Figure 6.. The GeMM predicts trends in memory discriminability, choice, and gambled times in data

Each plot shows GeMM predictions (lines) with data (points) overlaid. (A, D, G, and J) GeMM-predicted calibration curves (gray lines) for accuracy as a function of mean-normalized gambled time compared to data (black points), for the lowest 14 of n = 15 percentile bins.
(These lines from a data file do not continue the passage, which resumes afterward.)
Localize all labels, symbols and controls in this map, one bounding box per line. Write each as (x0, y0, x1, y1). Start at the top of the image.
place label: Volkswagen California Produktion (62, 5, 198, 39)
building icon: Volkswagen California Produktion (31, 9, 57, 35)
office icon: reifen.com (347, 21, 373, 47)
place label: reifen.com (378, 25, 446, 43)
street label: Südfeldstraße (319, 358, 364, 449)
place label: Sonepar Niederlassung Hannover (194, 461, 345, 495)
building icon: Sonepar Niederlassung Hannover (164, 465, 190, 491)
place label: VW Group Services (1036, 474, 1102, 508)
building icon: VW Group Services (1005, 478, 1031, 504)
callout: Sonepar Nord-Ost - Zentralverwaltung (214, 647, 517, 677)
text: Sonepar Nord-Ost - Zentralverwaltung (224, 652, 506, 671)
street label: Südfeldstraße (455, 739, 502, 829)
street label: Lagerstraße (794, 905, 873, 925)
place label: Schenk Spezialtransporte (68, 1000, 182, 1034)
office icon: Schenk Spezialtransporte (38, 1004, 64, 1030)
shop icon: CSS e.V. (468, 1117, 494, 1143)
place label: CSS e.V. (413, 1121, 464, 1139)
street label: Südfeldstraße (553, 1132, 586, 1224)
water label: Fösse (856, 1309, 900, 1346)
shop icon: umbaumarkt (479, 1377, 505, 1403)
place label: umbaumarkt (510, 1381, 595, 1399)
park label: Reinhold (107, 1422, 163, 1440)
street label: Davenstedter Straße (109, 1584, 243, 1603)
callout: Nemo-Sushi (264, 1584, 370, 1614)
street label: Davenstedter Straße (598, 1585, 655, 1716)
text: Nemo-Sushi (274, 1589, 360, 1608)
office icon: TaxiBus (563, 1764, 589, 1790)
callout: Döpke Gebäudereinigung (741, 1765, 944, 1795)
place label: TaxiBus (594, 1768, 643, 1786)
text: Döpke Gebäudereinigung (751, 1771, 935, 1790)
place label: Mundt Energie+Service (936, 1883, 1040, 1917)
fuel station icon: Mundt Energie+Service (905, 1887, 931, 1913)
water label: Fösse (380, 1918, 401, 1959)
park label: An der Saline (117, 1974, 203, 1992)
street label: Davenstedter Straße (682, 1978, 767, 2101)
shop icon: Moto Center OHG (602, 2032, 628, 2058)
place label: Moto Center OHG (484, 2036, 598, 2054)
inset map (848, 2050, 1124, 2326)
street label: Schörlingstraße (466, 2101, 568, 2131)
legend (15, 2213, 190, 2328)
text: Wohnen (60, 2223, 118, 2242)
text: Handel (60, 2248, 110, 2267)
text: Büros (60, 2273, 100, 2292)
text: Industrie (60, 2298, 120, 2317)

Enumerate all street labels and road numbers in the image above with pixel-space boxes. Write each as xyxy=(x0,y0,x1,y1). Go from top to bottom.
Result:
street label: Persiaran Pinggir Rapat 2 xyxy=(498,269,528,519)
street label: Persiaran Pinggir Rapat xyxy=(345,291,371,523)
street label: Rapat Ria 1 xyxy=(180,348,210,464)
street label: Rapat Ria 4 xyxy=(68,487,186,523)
Horizontal bars represent bin widths. (B, E, H, and K) Conditioned psychometric curve predicted by the GeMM shows proportion correct for upper half (dark blue) versus lower half (red) of gambled times compared to proportion correct in upper half (light blue) versus lower half (orange) in data, each in n = 7 percentile bins. (C, F, I, and L) Vevaiometric curve depicts gambled times predicted by the GeMM for correct (dark blue) and error (red) trials compared to correct (light blue) and error (orange) in data, each in n = 7 percentile bins. Vertical error bars represent SEM for all plots.